A Same-Old GOP Budget: Rich Pay Less, Everyone Else Pays More
by David Corn
This week Citizens for Tax Justice, a Washington-based advocacy group that focuses on tax policy, released a report analyzing how Ryan's master plan would affect taxes for Americans -- and compared it to Obama's budget proposals. These number-crunchers found that the top 1 percent -- people who make $460,700 or more a year -- would get a tax break of 15 percent and on average pay $211,300 less than under the Obama plan. Everyone in the top 10 percent ($127,769 and above) would receive a break. Those in the bottom 80 percent ($88,658 and below) would pay more taxes -- on average $1700 more. People making less than $20,063 would have to dole out $1605 in extra taxes.
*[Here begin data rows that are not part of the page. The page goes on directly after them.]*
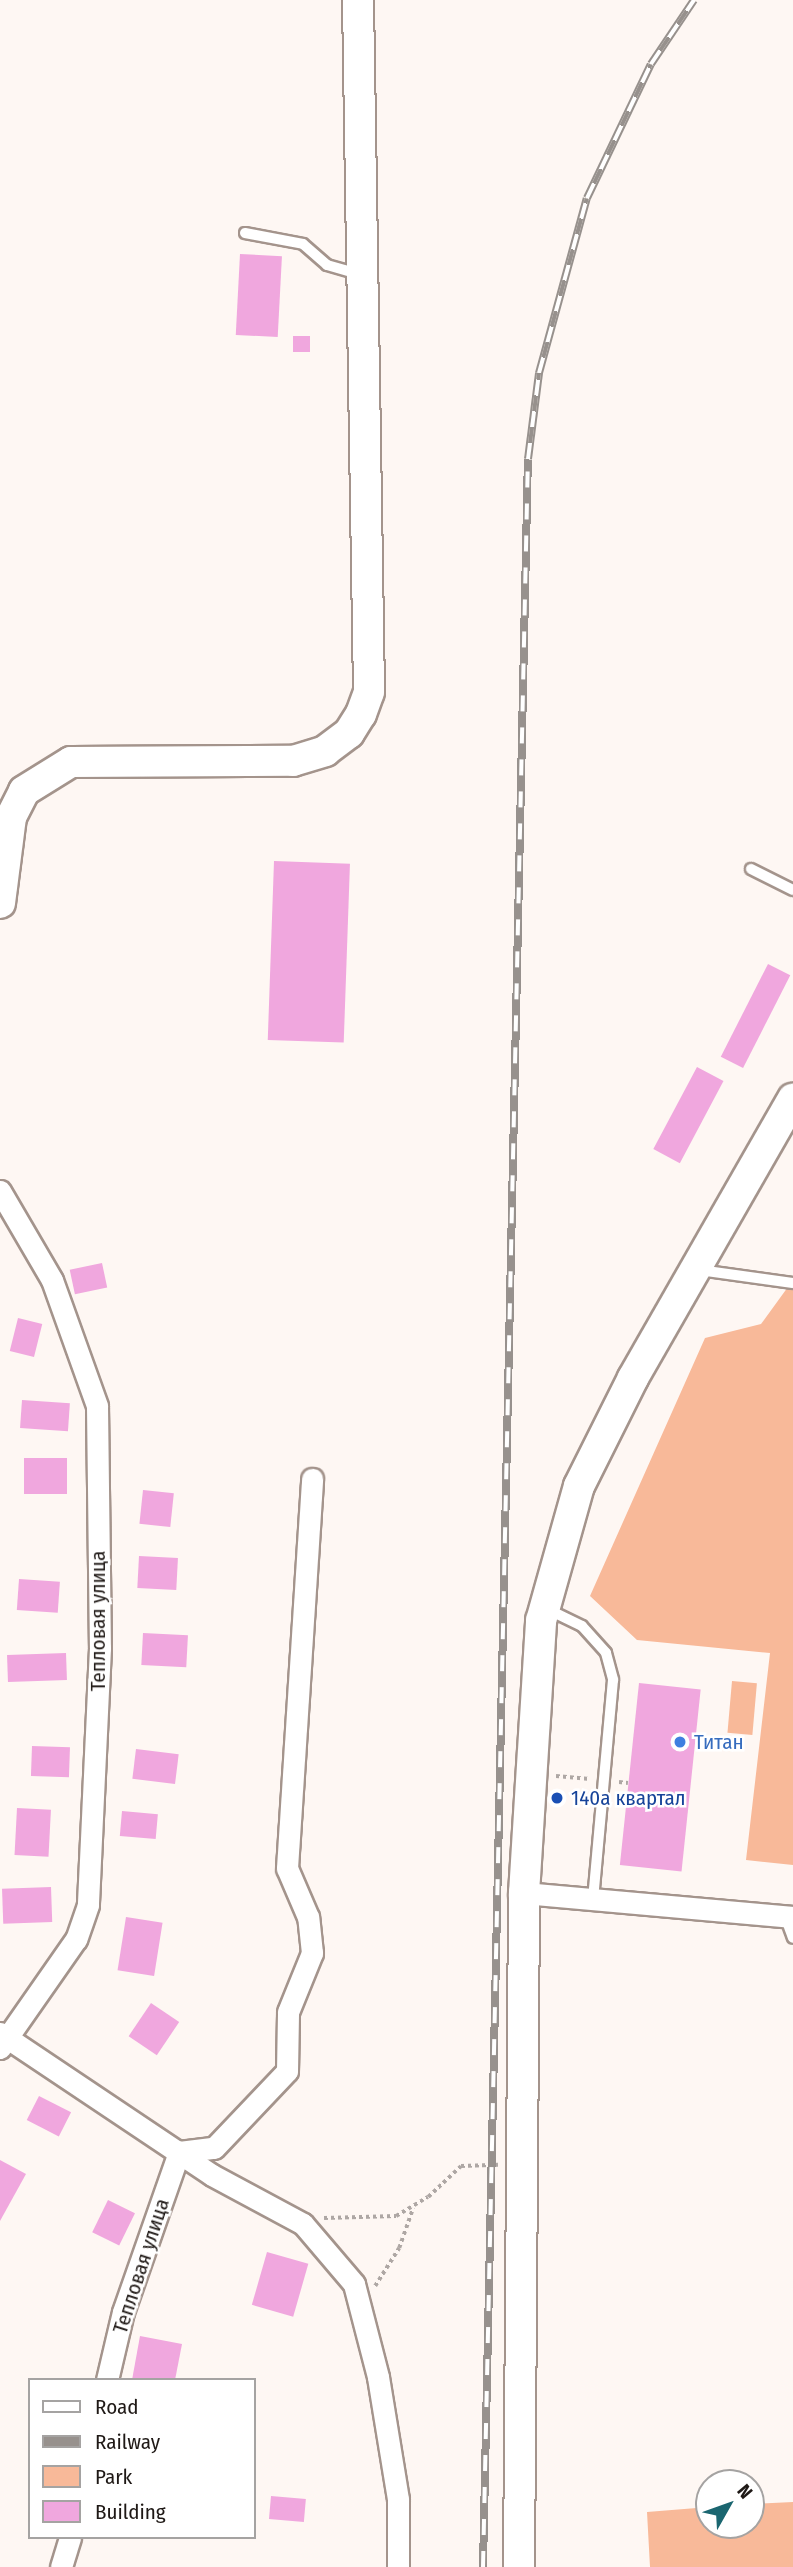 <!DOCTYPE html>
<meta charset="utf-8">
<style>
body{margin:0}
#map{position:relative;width:793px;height:2567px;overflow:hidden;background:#fef7f3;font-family:"Fira Sans Condensed",sans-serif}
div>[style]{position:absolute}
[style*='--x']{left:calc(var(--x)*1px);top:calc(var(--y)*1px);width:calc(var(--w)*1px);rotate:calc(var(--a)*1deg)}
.green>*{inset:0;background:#f8b999;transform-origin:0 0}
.building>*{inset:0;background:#f0a7de;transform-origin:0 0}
.path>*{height:3.5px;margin-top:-1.75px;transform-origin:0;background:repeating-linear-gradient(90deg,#aea7a4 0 3.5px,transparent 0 7px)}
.roads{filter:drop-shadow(2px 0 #a4948c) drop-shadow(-2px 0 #a4948c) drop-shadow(0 2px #a4948c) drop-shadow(0 -2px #a4948c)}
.lane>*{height:10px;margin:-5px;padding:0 5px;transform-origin:5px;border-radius:5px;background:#fff}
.street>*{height:21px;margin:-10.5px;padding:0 10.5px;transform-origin:10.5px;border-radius:10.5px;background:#fff}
.secondary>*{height:30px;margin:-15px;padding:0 15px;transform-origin:15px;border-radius:15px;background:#fff}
.rail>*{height:8px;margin-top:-4px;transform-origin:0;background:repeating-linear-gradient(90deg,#fff 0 16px,#97918d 0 32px);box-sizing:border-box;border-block:2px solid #97918d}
.dots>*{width:19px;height:19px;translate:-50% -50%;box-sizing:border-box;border:4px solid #fff;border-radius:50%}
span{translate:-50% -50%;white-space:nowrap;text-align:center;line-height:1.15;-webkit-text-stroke:5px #fff;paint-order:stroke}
.street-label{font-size:21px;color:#1f1916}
.shop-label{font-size:21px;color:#366cbe}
.left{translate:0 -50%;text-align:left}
.transit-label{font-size:21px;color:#164399}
.legend{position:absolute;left:28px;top:2378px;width:228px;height:161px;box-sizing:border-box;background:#fff;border:2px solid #a5a3a2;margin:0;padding:9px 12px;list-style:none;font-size:21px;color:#1f1916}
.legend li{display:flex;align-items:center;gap:14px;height:35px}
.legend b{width:35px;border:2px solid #a5a3a2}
.north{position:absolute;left:695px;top:2469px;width:70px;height:70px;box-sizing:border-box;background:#fff;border:2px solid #a5a3a2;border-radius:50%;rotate:50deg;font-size:19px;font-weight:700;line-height:28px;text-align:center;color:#1f1916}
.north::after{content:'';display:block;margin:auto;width:24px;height:32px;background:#1b6670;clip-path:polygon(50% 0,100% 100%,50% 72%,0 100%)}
</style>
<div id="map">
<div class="green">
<div style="clip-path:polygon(793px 1280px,793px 1865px,746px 1860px,770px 1653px,637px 1640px,590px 1596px,705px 1338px,761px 1324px)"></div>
<div style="left:732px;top:1681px;width:25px;height:52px;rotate:5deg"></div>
<div style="clip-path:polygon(793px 2502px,793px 2567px,650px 2567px,647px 2512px,709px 2507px,709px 2525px,751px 2525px,751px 2504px)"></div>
</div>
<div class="building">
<div style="left:240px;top:254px;width:42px;height:81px;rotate:3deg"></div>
<div style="left:293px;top:336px;width:17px;height:16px"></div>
<div style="left:274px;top:861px;width:76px;height:179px;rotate:2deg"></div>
<div style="left:768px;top:964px;width:25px;height:104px;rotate:27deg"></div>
<div style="left:697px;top:1067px;width:30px;height:93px;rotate:28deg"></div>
<div style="left:102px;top:1263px;width:25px;height:33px;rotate:78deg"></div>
<div style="left:18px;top:1318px;width:25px;height:34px;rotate:14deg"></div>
<div style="left:22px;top:1400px;width:48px;height:28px;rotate:4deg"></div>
<div style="left:24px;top:1458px;width:43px;height:36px"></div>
<div style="left:143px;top:1490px;width:31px;height:34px;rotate:6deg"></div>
<div style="left:139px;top:1556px;width:39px;height:32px;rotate:3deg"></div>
<div style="left:19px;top:1579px;width:41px;height:31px;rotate:4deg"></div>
<div style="left:143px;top:1633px;width:45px;height:32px;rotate:3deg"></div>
<div style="left:66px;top:1653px;width:27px;height:59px;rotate:88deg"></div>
<div style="left:639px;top:1683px;width:62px;height:183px;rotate:6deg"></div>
<div style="left:32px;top:1746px;width:38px;height:30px;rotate:2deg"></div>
<div style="left:136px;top:1749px;width:43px;height:30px;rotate:7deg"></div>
<div style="left:17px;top:1808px;width:34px;height:47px;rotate:3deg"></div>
<div style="left:122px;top:1811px;width:36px;height:25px;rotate:5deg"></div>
<div style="left:51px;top:1887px;width:35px;height:49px;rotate:88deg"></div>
<div style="left:126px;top:1917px;width:37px;height:54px;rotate:9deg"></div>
<div style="left:151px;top:2003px;width:34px;height:40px;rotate:34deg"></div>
<div style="left:39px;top:2096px;width:36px;height:27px;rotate:27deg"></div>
<div style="clip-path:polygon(0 2160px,26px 2174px,0 2221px)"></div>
<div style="left:108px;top:2200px;width:30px;height:36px;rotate:26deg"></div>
<div style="left:267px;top:2252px;width:43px;height:55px;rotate:16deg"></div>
<div style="clip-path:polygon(140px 2336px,182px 2344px,175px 2380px,132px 2380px)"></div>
<div style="left:271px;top:2496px;width:35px;height:23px;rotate:5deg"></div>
</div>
<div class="path">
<div style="--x:556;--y:1776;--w:34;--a:5"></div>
<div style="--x:619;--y:1782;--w:9;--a:6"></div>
<div style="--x:324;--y:2218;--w:72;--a:-1.6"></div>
<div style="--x:396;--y:2216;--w:37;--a:-31"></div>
<div style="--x:428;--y:2197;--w:45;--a:-43.2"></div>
<div style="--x:461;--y:2166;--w:37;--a:-2"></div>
<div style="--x:375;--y:2286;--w:45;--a:-57.7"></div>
<div style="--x:399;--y:2248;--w:42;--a:-70.7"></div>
</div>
<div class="roads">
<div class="lane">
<div style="--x:245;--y:233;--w:59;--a:10.7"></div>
<div style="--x:303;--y:244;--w:32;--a:41"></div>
<div style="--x:327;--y:265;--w:35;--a:16"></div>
<div style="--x:751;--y:869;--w:47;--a:26.6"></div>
<div style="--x:699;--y:1270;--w:95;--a:7.9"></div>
<div style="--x:547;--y:1609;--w:39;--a:26"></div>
<div style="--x:582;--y:1626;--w:36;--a:48"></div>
<div style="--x:606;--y:1653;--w:28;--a:75"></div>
<div style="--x:613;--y:1680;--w:220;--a:95.2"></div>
<div style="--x:785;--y:1916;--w:23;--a:70"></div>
</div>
<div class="street">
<div style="--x:0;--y:1191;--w:103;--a:59.7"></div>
<div style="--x:52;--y:1280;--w:134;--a:70.3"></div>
<div style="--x:97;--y:1406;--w:242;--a:89.3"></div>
<div style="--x:100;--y:1648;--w:257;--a:92.7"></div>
<div style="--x:88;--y:1905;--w:36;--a:109"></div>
<div style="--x:76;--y:1939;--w:133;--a:124.9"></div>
<div style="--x:524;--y:1893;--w:270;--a:5.1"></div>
<div style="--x:0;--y:2033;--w:255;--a:33.8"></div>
<div style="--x:212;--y:2175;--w:103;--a:28.3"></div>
<div style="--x:303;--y:2224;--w:79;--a:49.6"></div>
<div style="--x:354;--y:2284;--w:96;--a:75.5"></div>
<div style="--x:378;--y:2377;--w:124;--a:80.7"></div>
<div style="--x:398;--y:2499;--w:68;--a:90"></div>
<div style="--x:107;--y:2380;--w:70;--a:-76.8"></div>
<div style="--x:123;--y:2312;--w:170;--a:-70.7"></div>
<div style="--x:179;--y:2152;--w:35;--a:-7"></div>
<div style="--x:214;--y:2148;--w:106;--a:-46.5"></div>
<div style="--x:287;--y:2071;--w:59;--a:-89"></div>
<div style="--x:288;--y:2012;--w:64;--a:-67.9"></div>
<div style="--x:312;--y:1953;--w:36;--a:-96"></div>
<div style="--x:308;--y:1917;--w:53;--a:-113.2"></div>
<div style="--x:287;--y:1868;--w:390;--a:-86.3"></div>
<div style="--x:61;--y:2567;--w:31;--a:-73"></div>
</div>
<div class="secondary">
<div style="--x:0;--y:903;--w:87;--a:-82.7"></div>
<div style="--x:11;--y:817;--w:29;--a:-63"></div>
<div style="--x:24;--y:791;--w:55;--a:-31.7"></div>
<div style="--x:71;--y:762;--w:222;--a:-0.3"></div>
<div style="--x:293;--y:761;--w:34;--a:-17"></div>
<div style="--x:325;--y:751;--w:30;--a:-37"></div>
<div style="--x:349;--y:733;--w:22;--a:-58"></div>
<div style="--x:361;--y:714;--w:23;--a:-70"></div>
<div style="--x:369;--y:692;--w:692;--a:-90.91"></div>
<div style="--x:519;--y:2567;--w:674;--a:-89.57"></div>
<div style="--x:524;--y:1893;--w:273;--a:-86.4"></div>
<div style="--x:541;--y:1621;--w:140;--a:-74.3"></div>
<div style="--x:579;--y:1486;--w:121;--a:-63.4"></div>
<div style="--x:633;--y:1378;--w:322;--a:-60.2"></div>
</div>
</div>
<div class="rail">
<div style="--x:483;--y:2567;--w:2108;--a:-88.78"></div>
<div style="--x:528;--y:459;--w:87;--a:-82.7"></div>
<div style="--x:539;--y:373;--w:181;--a:-74.7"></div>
<div style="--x:587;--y:198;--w:148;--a:-64.5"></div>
<div style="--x:651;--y:64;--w:77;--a:-56.1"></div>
</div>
<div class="dots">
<div style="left:680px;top:1742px;background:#3f7fe0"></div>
<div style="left:557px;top:1798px;background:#1a4fb4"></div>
</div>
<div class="street-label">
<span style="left:98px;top:1621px;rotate:-90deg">Тепловая улица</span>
<span style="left:141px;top:2266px;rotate:-72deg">Тепловая улица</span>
</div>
<div class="shop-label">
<span class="left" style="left:694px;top:1742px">Титан</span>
</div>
<div class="transit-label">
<span class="left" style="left:571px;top:1798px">140а квартал</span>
</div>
<ul class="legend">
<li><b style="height:9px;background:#fff"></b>Road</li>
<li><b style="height:9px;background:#97918d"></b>Railway</li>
<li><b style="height:19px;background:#f8b999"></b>Park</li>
<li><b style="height:19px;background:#f0a7de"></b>Building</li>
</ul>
<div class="north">N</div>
</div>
These are pretty stark numbers. One reason low- and middle-income families would get socked by Ryan's plan is that he proposes replacing the corporate income tax with an 8.5 percent "business consumption tax" -- essentially a sales tax. Citizens for Tax Justice explains:
Low- and middle-income families spend most or all of their income on consumption, since they have little or no money left to save after paying for basic necessities. High-income families are able to save much more of their income. This means that if Congress enacts a tax that applies only to consumption (like a VAT or national sales tax), it would eat up a much larger percentage of total income for poor and middle-class families than for wealthy families. . . .
The 8.5 percent VAT is (almost) the entire reason why the bottom 90 percent of taxpayers would pay more under Congressman Ryan's plan than under President Obama's plan.
Ryan's plan has received attention mostly for getting rid of Medicare and Medicaid and pushing Social Security toward privatization. But now there's another case against it: It will squeeze more tax dollars out of low- and middle-income Americans to ease the burden on the wealthy. Democrats ought to have a political field day with Ryan's plan during the 2010 campaign. It shows what the Republicans would like to do if they regain power: cut taxes on the wealthy, boost them for everyone else, while replacing Medicare and Medicaid with vouchers that will not cover the same amount of health care. Free-market health care for the elderly and poor, more regressive taxation -- all this sounds like a road map to the past.